= Krystina Emmanouilides =

Greek-Australian computational fluid dynamics engineer (born 1991)

Krystina Emmanouilides (born 1991) is a Greek-Australian computational fluid dynamics (CFD) engineer, working for the Stake Formula 1 Sauber Team.

== Education ==
In 2013, Emmanouilides earned her bachelor's degree in motorsport engineering from Oxford Brookes University in England and in 2014, she completed her master's degree from Durham University, focusing on motorsport tyre heat transfer and aerodynamics.

== Career ==
Before starting her journey in Formula One, she was a vehicle dynamics engineer at Jaguar Land Rover. She has been working for Sauber since 2018.
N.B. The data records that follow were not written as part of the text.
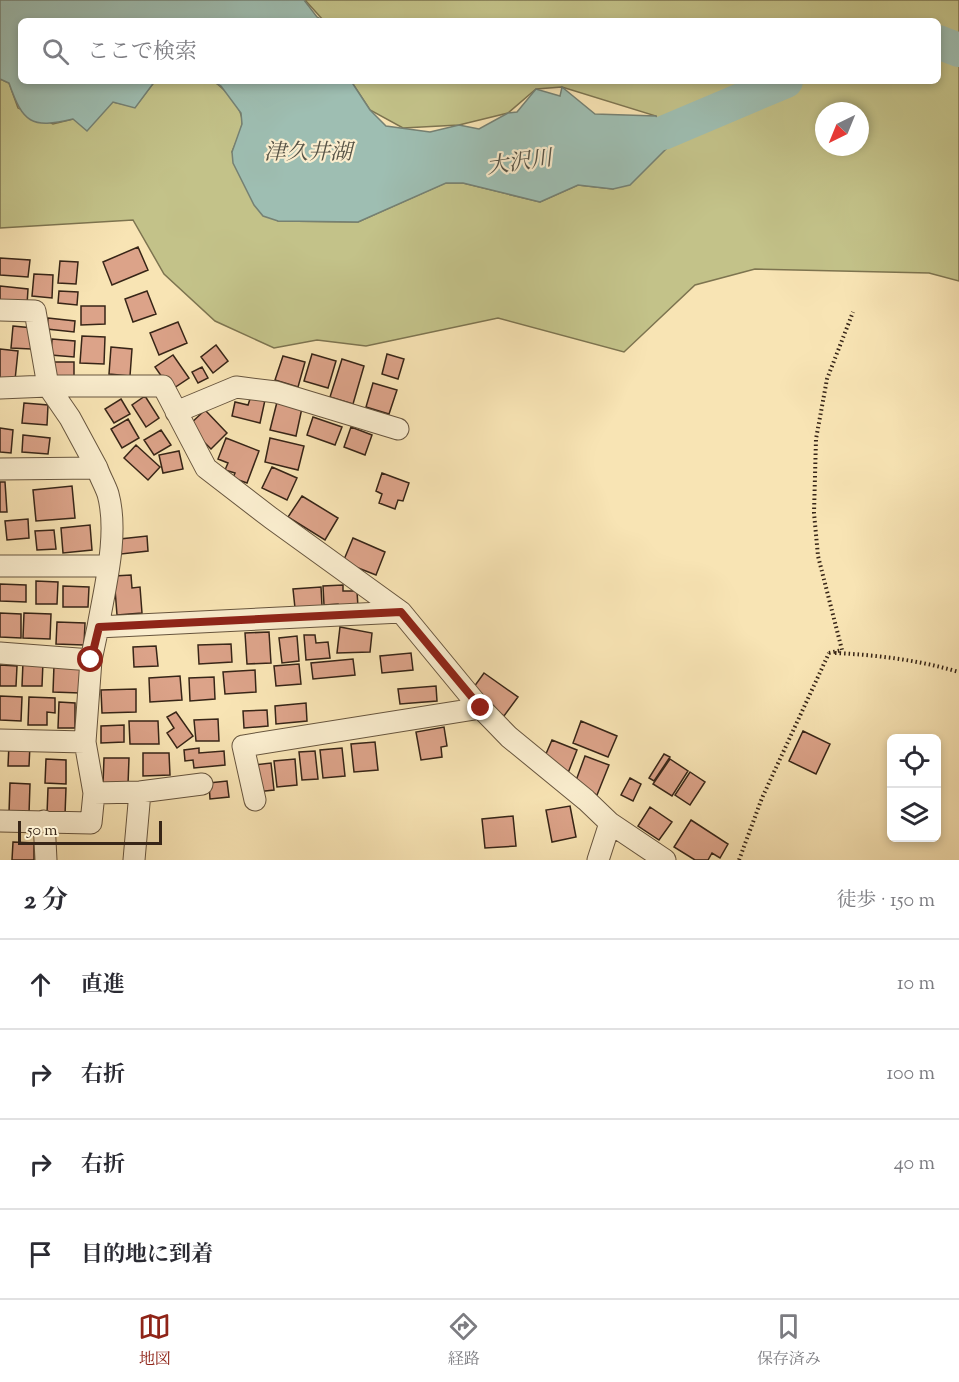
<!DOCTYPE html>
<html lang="ja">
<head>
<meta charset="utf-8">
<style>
  body { margin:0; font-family:"Sorts Mill Goudy","Noto Serif JP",serif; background:#f2f2f3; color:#2b2b33 }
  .controls { position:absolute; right:18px; bottom:18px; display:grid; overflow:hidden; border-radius:9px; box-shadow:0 3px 9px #0003 }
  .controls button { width:54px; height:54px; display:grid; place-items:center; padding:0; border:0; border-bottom:2px solid #e1e1e2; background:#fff; color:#2b2b33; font:30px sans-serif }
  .compass { position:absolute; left:815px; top:102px; width:54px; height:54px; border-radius:50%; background:#fff; box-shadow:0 3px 9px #0003; rotate:223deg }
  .scale { position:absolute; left:18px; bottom:15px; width:144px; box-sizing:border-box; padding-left:6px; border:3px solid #372517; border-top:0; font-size:16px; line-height:21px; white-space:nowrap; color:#372517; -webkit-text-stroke:4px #faedce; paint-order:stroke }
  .stop { position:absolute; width:18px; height:18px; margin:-14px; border:4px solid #8f2418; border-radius:50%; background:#fff }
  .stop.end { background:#8f2418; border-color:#fff; box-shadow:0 2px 6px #0008 }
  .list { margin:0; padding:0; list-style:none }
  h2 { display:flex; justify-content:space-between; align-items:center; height:78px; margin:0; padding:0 24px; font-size:26px }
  h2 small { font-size:20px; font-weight:400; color:#7c7c81 }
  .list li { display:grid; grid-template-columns:39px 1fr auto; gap:18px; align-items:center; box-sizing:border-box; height:90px; padding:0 24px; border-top:2px solid #e1e1e2 }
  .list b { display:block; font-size:22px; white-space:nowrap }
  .list em { font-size:20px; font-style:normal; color:#7c7c81 }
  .icon { flex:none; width:33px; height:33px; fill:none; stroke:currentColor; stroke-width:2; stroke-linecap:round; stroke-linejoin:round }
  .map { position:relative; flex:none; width:959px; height:860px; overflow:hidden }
  .search { position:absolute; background:#fff; box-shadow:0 3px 9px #0003; left:18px; right:18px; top:18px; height:66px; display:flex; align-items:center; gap:15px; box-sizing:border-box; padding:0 21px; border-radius:9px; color:#7c7c81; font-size:22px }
  .sheet { height:438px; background:#fff }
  nav { display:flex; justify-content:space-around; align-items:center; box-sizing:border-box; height:84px; border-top:2px solid #e1e1e2; background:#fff; font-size:16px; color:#7c7c81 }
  nav a { display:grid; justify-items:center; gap:3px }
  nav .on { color:#8f2418 }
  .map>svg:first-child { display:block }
</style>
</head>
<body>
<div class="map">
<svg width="959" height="860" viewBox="0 0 959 860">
  <rect width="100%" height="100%" fill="#f8e4b4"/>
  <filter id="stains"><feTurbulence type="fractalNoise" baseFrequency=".00333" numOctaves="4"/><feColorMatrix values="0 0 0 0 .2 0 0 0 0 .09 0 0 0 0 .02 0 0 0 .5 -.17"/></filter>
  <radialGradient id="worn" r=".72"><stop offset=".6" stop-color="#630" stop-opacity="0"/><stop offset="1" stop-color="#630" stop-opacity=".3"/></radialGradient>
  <!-- green -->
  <path fill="#c3c289" stroke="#7d7450" stroke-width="1.5" fill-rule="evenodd" d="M305 0H959V281L929 273 755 269 695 285 624 352 498 318 366 346 317 340 274 348 215 321 164 274 133 220 0 228V79L9 83 18 108 53 124 73 119 113 102 135 107 155 81H213C225 89 244 109 242 124 241 133 235 144 232 152L278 221 358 222 445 183H463L540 202 578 185 613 189 668 147 656 116 562 87 536 89 508 113 459 125 403 128 370 110 351 81H938V21H324ZM824 111H860V147H824Z"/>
  <!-- water -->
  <path fill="#9ebeb2" stroke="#758174" stroke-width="1.5" d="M0 0H304L317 17 324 21H21V81H155L135 108 113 102 87 131 73 119C31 129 23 123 9 83L0 79Z
    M213 81H351L370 110 386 126 430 132 459 125 479 129 508 113 517 112 536 89 560 96 562 87 595 114 656 116 668 147 630 185 613 189 578 185 540 202 463 183H446L358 222 278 221 263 216 254 205 233 163 232 152 242 124 241 113 221 86Z"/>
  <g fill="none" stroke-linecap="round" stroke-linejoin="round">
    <!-- river -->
    <path stroke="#9ebeb2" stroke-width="34" d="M938 42 959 50
      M617 143 663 133 786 81"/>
  </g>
  <!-- building -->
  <path fill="#dca389" stroke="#372517" stroke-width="1.5" d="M138 247 148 270 112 285 103 262Z
    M0 258 30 260 28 277 0 275Z
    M60 261 78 262 76 284 58 283Z
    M34 274 53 275 52 298 32 296Z
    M0 286 28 289 27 305 0 302Z
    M59 291 78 292 77 305 58 303Z
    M147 291 156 314 133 322 125 299Z
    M81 306H105V324L81 325Z
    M48 318 75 321 74 332 47 329Z
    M178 322 187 343 159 355 150 333Z
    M13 326 33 328 31 349 11 348Z
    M82 336 105 337 104 364 80 363Z
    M52 339 75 341 74 357 51 355Z
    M216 345 228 361 213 373 201 357Z
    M111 347 132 349 130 376 109 374Z
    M0 349 18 351 15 380 0 379Z
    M312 354 336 361 328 388 304 381Z
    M387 354 404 359 398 379 382 374Z
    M173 355 189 378 171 390 155 367Z
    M283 356 305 362 298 387 275 380Z
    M342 359 364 366 353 404 330 397Z
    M52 362H74V381H52Z
    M202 367 208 378 198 383 192 372Z
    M373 383 397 390 389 414 366 407Z
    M145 396 159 418 146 427 132 405Z
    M251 396 265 400 260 423 232 416 235 402 248 405Z
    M121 399 130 414 114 423 105 409Z
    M277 402 302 408 296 436 270 430Z
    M24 403 48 405 47 425 22 423Z
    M205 410 227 433 211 449 188 426Z
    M313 417 342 427 335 445 307 435Z
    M128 419 139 438 122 448 111 429Z
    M351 427 372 435 365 455 344 447Z
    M0 428 13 430 11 453 0 452Z
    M161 430 171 445 154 455 144 440Z
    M23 435 50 438 48 454 22 452Z
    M226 438 259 451 247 483 233 478 235 473 225 470 228 463 218 459Z
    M270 438 304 446 298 470 265 462Z
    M136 445 160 467 148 480 124 458Z
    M179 451 183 469 163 473 159 455Z
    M272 467 297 478 287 500 262 488Z
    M382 473 409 483 403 501 398 500 395 509 379 503 382 494 376 491Z
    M0 482H5L7 512H0Z
    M72 486 75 518 36 521 33 490Z
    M302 496 338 518 325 540 288 517Z
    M28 519 29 538 7 540 5 521Z
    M90 525 92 550 63 553 61 528Z
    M54 530 56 549 37 550 35 531Z
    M147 536 148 551 121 554 120 539Z
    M353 538 385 552 376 575 343 562Z
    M131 575 132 588 140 587 142 613 117 615 114 576Z
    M36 581 58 582 57 604H36Z
    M0 584 26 585V602L0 601Z
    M343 585V591H357L358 607 338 608V604L324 605 323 586Z
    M63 586 89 587 88 607H63Z
    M321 587 322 606 295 608 293 589Z
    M0 613 21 614V638L0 637Z
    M24 613 51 614 50 639 23 638Z
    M57 622 85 623 84 645 56 644Z
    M340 627 372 633 370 652 337 653Z
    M269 632 271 663 247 664 245 633Z
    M304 635H315L316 643 328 642 330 658 306 660Z
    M297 636 299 661 282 663 279 638Z
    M231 644 232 662 199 664 198 645Z
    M156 646 158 666 134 667 133 647Z
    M411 653 413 670 382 673 380 656Z
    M353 659 355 675 313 679 311 663Z
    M23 662H43L42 686H22Z
    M299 664 301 684 276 686 274 666Z
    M0 665 17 666 16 686H0Z
    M54 665 81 666 80 693 53 692Z
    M255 670 256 692 225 694 223 672Z
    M484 673 518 697 504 716 471 691Z
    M180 676 182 700 150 702 149 678Z
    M214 677 215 699 190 701 189 678Z
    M436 686 437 701 400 704 398 689Z
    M136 689V712L102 713 101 690Z
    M0 696 22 697 21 721 0 720Z
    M29 697 55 698V713L47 712V725H28Z
    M59 702 75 703V728H58Z
    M306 703 307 721 276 724 275 706Z
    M267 710 268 726 244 728 243 711Z
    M176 712 193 736 177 748 167 733 174 728 167 717Z
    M218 719 219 741H196L194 720Z
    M129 721H158L159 744H130Z
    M581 721 617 736 608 757 573 743Z
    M124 725V742L101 743V726Z
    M444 727 447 746 441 747 442 757 421 760 416 732Z
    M803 731 830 744 816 774 789 761Z
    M552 740 577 750 568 773 542 763Z
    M375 742 378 770 354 772 351 744Z
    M9 744 30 745 29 766H8Z
    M199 748V753L224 751 225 765 194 768 193 760 185 761 184 750Z
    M342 748 345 776 323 778 320 750Z
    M315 751 318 779 302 780 299 752Z
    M143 753H169L170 775 143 776Z
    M664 754 670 757 654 781 649 778Z
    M585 756 609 765 597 795 574 786Z
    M104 758H129L128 785 103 784Z
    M46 759 66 760V784L45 783Z
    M295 759 297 785 277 787 274 761Z
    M670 759 688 771 672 796 653 784Z
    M271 763 274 790 256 792 253 765Z
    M690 772 705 782 690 805 675 795Z
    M630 778 641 784 633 801 621 795Z
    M227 781 229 797 210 799 209 783Z
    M10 783 30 784 29 814 9 813Z
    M48 788H66L65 815 47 814Z
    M570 806 576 837 552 842 546 810Z
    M650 807 672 822 659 840 638 826Z
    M513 816 516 846 485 848 482 819Z
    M691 820 728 844 720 858 712 853 708 860H695L674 847Z
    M13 842 34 843V860H12Z"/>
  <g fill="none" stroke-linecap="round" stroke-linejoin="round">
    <defs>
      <path id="minor" d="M0 310 35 311 48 386 70 418 97 468
        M0 388 48 386H163L206 468 271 518 401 612 476 703 509 737 586 800 610 823 665 860
        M176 412 236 387 276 392 398 429
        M0 469 97 468C100 477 105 485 108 494 119 534 105 586 98 627
        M0 566H108
        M0 653 91 660
        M0 740 85 742
        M94 793 140 792 202 784
        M255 800 243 746 481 708
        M0 821 91 823 94 793 85 742 91 660 98 627 401 612
        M44 821 46 860
        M134 860 140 792
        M598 860 610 823"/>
    </defs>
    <!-- minor casing -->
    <use href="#minor" stroke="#67553e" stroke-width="23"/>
    <!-- path -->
    <path stroke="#372517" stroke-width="4" stroke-dasharray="1.5 3" stroke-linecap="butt" d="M829 653 842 650 818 556 814 513 816 439 827 379 853 312
      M835 653C878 655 918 660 959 672
      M739 860 762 798 829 653"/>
    <!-- minor -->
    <use href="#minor" stroke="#faedce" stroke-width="21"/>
  </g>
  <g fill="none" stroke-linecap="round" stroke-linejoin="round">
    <!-- route -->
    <path stroke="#8f2418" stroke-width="8" d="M91 660 99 627 401 612 481 708"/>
  </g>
  <g text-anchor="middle" stroke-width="4.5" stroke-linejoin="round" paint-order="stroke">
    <!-- water labels -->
    <g font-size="22" font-style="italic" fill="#565346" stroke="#faedce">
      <text x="308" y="159">津久井湖</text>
      <text transform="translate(519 161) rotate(-8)" y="8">大沢川</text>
    </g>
  </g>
  <rect width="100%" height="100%" filter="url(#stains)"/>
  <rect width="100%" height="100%" fill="url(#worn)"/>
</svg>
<div class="controls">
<button><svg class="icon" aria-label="locate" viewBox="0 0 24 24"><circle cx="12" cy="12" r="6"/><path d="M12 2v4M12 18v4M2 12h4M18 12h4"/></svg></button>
<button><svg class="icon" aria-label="layers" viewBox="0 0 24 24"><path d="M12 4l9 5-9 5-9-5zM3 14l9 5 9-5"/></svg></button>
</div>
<svg class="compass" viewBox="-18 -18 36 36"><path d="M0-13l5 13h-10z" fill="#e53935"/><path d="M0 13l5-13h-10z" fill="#7c7c81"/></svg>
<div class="scale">50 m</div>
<div class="stop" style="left:91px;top:660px"></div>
<div class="stop end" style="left:481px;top:708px"></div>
<div class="search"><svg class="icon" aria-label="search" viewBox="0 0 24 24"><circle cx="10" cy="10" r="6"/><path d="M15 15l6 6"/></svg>ここで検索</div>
</div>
<section class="sheet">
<h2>2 分<small>徒歩 · 150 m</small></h2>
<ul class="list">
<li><svg class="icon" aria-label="ahead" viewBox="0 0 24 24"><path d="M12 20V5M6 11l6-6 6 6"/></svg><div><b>直進</b></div><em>10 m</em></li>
<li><svg class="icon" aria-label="right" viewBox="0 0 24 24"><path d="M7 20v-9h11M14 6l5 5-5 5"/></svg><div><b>右折</b></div><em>100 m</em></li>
<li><svg class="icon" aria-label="right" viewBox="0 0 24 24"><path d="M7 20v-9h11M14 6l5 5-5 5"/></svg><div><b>右折</b></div><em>40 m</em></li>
<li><svg class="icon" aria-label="arrive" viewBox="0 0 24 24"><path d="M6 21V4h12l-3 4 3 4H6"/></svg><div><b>目的地に到着</b></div></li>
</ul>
</section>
<nav>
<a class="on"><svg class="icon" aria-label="map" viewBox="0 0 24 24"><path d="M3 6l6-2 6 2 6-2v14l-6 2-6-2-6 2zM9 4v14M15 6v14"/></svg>地図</a>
<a><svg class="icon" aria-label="directions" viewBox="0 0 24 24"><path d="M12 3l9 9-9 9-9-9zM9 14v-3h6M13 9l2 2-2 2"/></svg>経路</a>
<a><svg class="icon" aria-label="saved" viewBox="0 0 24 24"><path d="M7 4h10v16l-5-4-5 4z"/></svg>保存済み</a>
</nav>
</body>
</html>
She is an ambassador for the Motorsport Australia FIA Girls on Track program, and previously served as an ambassador for Racing Pride, during which she also served on the Board of Directors. In these roles she is an advocate for diversity and inclusion in the motorsport industry. She has supported grassroots initiatives like We Race as One.

In 2022, she was nominated for the "Female Engineer of the Year" award presented by McLaren Applied. She was nominated alongside Hannah Schmitz and Charlotte Phelps.

== Personal life ==
She grew up in Melbourne, Australia. She is a lesbian. She currently resides in Zurich, Switzerland.